Michael's secretary looked at Ben questioningly as he walked past, but said nothing. She had heard Mike's roar at the very end. The whole floor could have, if they'd been listening. Ben passed Marion in the hall on the way back to his office, but she was busy with something Calloway was showing her and Ben wasn't in the mood for the usual pleasantries. He was sick of her, and what she was letting Mike do to himself. It served her purposes to have him work like that; it was good for the business, for the empire, for the dynasty … and it made Ben Avery sick.

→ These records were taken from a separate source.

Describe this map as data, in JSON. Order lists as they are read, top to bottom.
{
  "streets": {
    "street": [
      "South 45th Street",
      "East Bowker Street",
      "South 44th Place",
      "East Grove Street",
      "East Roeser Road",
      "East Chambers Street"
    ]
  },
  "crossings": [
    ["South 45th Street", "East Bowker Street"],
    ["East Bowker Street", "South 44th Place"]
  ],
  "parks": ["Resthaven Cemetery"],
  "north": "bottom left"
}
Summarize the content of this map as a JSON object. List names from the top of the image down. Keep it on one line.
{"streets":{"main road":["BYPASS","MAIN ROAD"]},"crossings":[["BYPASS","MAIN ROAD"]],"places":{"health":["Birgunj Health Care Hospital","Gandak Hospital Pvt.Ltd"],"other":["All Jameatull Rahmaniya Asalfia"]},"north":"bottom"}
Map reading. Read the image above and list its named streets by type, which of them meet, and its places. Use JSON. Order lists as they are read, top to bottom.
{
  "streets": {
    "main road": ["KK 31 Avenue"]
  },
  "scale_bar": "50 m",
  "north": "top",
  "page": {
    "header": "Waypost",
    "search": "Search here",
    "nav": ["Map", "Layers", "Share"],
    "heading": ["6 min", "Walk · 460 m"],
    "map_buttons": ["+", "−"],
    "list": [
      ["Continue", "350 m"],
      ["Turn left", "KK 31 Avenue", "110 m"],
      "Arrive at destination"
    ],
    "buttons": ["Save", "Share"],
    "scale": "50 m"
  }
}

He left the office at six thirty that night, and when he looked up from the street, he could still see the lights burning in Mike's office. He knew they would still be lit at eleven or twelve that night. And why not? What the hell did he have to go home to? The empty apartment he had rented three months before? He had found an attractive little apartment on Central Park South, and something about the layout had reminded Ben of Nancy's place in Boston. He was sure Mike had noticed that, too. Maybe that was why he had taken it. But then something had happened. What little life had been left had gone out of him. He had begun this insane work thing, a marathon of madness. So he never bothered to do anything with the apartment. It just sat there, cold and empty and lonely. The only furniture he had put in it were two folding chairs, a bed, and an ugly old lamp which stayed on the floor. The whole place rang with empty echoes; it looked as though the tenant had been evicted that morning. Ben got depressed just thinking about coming home to such a place, and he could imagine what it did to Mike—if he even noticed his surroundings anymore, which Ben was beginning to doubt. He had given him three plants for the place in early July, and all of them had been dead by the end of the month. Like the ugly lamp, they just sat there, unloved and forgotten.

Ben didn't like what was happening, but there was nothing anyone could do. No one except Nancy, and she was dead. Thinking about her still gave Ben an almost physical pang, like the twinge he felt in his ankle and his hip when he got tired. But the breaks had repaired quickly; youth had served him well. He only hoped it did the same for Mike. But Mike's breaks were compound fractures of parts of him that didn't even show. Except in his eyes. Or his face at the end of a day … or the set of his mouth in an unguarded moment as he sat at his desk and looked into the distance, at the endless stretch of the view.